_EXERCISE INSTRUCTIONS:_ Nothing may be left out, so copy every entry exactly.

_PROVIDED MATERIAL:_
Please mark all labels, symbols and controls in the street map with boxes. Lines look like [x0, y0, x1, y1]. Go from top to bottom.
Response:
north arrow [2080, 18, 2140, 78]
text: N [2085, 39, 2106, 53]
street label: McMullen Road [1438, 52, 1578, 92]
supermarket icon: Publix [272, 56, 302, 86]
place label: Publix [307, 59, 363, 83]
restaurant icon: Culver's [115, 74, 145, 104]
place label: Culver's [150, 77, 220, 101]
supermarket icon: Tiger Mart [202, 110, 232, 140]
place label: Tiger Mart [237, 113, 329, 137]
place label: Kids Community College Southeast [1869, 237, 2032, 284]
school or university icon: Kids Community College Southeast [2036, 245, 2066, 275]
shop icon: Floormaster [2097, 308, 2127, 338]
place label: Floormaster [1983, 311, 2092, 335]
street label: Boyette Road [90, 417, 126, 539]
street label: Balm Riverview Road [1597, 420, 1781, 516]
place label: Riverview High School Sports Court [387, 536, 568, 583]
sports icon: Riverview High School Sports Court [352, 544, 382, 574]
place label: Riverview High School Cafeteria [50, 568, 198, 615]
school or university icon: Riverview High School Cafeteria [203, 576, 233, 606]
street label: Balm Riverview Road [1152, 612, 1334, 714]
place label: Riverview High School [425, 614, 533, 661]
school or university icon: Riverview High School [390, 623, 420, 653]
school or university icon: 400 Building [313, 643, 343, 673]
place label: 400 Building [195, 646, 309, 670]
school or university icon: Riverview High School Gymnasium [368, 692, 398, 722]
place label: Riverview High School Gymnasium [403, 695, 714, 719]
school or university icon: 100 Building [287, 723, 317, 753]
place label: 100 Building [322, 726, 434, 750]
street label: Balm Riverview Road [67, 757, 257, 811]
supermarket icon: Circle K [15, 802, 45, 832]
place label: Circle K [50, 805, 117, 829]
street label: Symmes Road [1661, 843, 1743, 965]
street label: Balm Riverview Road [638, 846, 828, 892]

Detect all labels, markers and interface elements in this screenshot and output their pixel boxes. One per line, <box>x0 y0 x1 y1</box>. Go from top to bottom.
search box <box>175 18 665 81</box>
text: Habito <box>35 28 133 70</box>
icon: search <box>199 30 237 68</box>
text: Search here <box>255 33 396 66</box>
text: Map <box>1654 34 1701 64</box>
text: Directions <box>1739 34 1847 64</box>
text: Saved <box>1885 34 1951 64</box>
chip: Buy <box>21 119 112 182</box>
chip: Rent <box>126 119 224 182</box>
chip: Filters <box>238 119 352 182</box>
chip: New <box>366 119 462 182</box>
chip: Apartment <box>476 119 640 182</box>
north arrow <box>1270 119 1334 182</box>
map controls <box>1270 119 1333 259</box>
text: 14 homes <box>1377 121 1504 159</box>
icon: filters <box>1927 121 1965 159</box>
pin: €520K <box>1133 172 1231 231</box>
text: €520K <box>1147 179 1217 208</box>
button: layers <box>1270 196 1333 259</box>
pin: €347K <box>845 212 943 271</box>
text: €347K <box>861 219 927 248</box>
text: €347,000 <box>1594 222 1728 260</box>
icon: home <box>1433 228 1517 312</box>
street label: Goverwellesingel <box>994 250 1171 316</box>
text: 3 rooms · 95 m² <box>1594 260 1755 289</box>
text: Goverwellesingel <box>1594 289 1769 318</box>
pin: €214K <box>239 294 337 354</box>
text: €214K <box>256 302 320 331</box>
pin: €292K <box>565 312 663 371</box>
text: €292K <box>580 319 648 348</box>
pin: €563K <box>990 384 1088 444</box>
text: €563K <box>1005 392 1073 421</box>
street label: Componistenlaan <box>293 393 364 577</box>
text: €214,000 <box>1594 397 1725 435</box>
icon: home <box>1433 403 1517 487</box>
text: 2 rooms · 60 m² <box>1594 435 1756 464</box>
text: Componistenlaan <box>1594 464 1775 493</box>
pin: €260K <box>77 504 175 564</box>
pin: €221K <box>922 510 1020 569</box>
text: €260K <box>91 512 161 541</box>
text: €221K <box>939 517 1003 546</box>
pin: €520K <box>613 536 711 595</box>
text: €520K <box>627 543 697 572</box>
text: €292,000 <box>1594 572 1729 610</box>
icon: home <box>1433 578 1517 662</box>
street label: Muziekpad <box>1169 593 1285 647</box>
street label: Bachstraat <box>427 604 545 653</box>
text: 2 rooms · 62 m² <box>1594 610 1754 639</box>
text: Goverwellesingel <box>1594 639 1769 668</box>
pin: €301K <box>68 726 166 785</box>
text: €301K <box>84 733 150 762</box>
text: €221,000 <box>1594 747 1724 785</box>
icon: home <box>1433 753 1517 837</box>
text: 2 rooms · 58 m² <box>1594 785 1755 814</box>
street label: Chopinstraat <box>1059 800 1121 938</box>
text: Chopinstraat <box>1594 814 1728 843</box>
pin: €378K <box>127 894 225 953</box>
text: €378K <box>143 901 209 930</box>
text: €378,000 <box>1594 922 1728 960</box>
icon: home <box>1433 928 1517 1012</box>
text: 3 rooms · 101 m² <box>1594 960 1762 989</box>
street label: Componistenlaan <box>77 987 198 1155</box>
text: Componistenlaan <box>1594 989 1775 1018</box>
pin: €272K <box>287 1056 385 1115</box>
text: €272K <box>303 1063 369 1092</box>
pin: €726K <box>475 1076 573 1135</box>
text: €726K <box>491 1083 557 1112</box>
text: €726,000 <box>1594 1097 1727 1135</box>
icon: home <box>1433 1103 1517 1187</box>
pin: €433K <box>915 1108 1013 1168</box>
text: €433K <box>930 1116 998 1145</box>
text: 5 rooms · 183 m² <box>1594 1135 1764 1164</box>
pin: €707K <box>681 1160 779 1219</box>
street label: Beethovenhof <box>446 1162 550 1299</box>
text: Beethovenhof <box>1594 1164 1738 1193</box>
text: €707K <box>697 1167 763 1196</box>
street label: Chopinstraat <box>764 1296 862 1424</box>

_RESPONSE BOX:_
Please mark all labels, symbols and controls in the street map with boxes. Lines look like [x0, y0, x1, y1]. Go from top to bottom.
Response:
north arrow [2080, 18, 2140, 78]
text: N [2085, 39, 2106, 53]
street label: McMullen Road [1438, 52, 1578, 92]
supermarket icon: Publix [272, 56, 302, 86]
place label: Publix [307, 59, 363, 83]
restaurant icon: Culver's [115, 74, 145, 104]
place label: Culver's [150, 77, 220, 101]
supermarket icon: Tiger Mart [202, 110, 232, 140]
place label: Tiger Mart [237, 113, 329, 137]
place label: Kids Community College Southeast [1869, 237, 2032, 284]
school or university icon: Kids Community College Southeast [2036, 245, 2066, 275]
shop icon: Floormaster [2097, 308, 2127, 338]
place label: Floormaster [1983, 311, 2092, 335]
street label: Boyette Road [90, 417, 126, 539]
street label: Balm Riverview Road [1597, 420, 1781, 516]
place label: Riverview High School Sports Court [387, 536, 568, 583]
sports icon: Riverview High School Sports Court [352, 544, 382, 574]
place label: Riverview High School Cafeteria [50, 568, 198, 615]
school or university icon: Riverview High School Cafeteria [203, 576, 233, 606]
street label: Balm Riverview Road [1152, 612, 1334, 714]
place label: Riverview High School [425, 614, 533, 661]
school or university icon: Riverview High School [390, 623, 420, 653]
school or university icon: 400 Building [313, 643, 343, 673]
place label: 400 Building [195, 646, 309, 670]
school or university icon: Riverview High School Gymnasium [368, 692, 398, 722]
place label: Riverview High School Gymnasium [403, 695, 714, 719]
school or university icon: 100 Building [287, 723, 317, 753]
place label: 100 Building [322, 726, 434, 750]
street label: Balm Riverview Road [67, 757, 257, 811]
supermarket icon: Circle K [15, 802, 45, 832]
place label: Circle K [50, 805, 117, 829]
street label: Symmes Road [1661, 843, 1743, 965]
street label: Balm Riverview Road [638, 846, 828, 892]

Detect all labels, markers and interface elements in this screenshot and output their pixel boxes. One per line, <box>x0 y0 x1 y1</box>. Go from top to bottom.
search box <box>175 18 665 81</box>
text: Habito <box>35 28 133 70</box>
icon: search <box>199 30 237 68</box>
text: Search here <box>255 33 396 66</box>
text: Map <box>1654 34 1701 64</box>
text: Directions <box>1739 34 1847 64</box>
text: Saved <box>1885 34 1951 64</box>
chip: Buy <box>21 119 112 182</box>
chip: Rent <box>126 119 224 182</box>
chip: Filters <box>238 119 352 182</box>
chip: New <box>366 119 462 182</box>
chip: Apartment <box>476 119 640 182</box>
north arrow <box>1270 119 1334 182</box>
map controls <box>1270 119 1333 259</box>
text: 14 homes <box>1377 121 1504 159</box>
icon: filters <box>1927 121 1965 159</box>
pin: €520K <box>1133 172 1231 231</box>
text: €520K <box>1147 179 1217 208</box>
button: layers <box>1270 196 1333 259</box>
pin: €347K <box>845 212 943 271</box>
text: €347K <box>861 219 927 248</box>
text: €347,000 <box>1594 222 1728 260</box>
icon: home <box>1433 228 1517 312</box>
street label: Goverwellesingel <box>994 250 1171 316</box>
text: 3 rooms · 95 m² <box>1594 260 1755 289</box>
text: Goverwellesingel <box>1594 289 1769 318</box>
pin: €214K <box>239 294 337 354</box>
text: €214K <box>256 302 320 331</box>
pin: €292K <box>565 312 663 371</box>
text: €292K <box>580 319 648 348</box>
pin: €563K <box>990 384 1088 444</box>
text: €563K <box>1005 392 1073 421</box>
street label: Componistenlaan <box>293 393 364 577</box>
text: €214,000 <box>1594 397 1725 435</box>
icon: home <box>1433 403 1517 487</box>
text: 2 rooms · 60 m² <box>1594 435 1756 464</box>
text: Componistenlaan <box>1594 464 1775 493</box>
pin: €260K <box>77 504 175 564</box>
pin: €221K <box>922 510 1020 569</box>
text: €260K <box>91 512 161 541</box>
text: €221K <box>939 517 1003 546</box>
pin: €520K <box>613 536 711 595</box>
text: €520K <box>627 543 697 572</box>
text: €292,000 <box>1594 572 1729 610</box>
icon: home <box>1433 578 1517 662</box>
street label: Muziekpad <box>1169 593 1285 647</box>
street label: Bachstraat <box>427 604 545 653</box>
text: 2 rooms · 62 m² <box>1594 610 1754 639</box>
text: Goverwellesingel <box>1594 639 1769 668</box>
pin: €301K <box>68 726 166 785</box>
text: €301K <box>84 733 150 762</box>
text: €221,000 <box>1594 747 1724 785</box>
icon: home <box>1433 753 1517 837</box>
text: 2 rooms · 58 m² <box>1594 785 1755 814</box>
street label: Chopinstraat <box>1059 800 1121 938</box>
text: Chopinstraat <box>1594 814 1728 843</box>
pin: €378K <box>127 894 225 953</box>
text: €378K <box>143 901 209 930</box>
text: €378,000 <box>1594 922 1728 960</box>
icon: home <box>1433 928 1517 1012</box>
text: 3 rooms · 101 m² <box>1594 960 1762 989</box>
street label: Componistenlaan <box>77 987 198 1155</box>
text: Componistenlaan <box>1594 989 1775 1018</box>
pin: €272K <box>287 1056 385 1115</box>
text: €272K <box>303 1063 369 1092</box>
pin: €726K <box>475 1076 573 1135</box>
text: €726K <box>491 1083 557 1112</box>
text: €726,000 <box>1594 1097 1727 1135</box>
icon: home <box>1433 1103 1517 1187</box>
pin: €433K <box>915 1108 1013 1168</box>
text: €433K <box>930 1116 998 1145</box>
text: 5 rooms · 183 m² <box>1594 1135 1764 1164</box>
pin: €707K <box>681 1160 779 1219</box>
street label: Beethovenhof <box>446 1162 550 1299</box>
text: Beethovenhof <box>1594 1164 1738 1193</box>
text: €707K <box>697 1167 763 1196</box>
street label: Chopinstraat <box>764 1296 862 1424</box>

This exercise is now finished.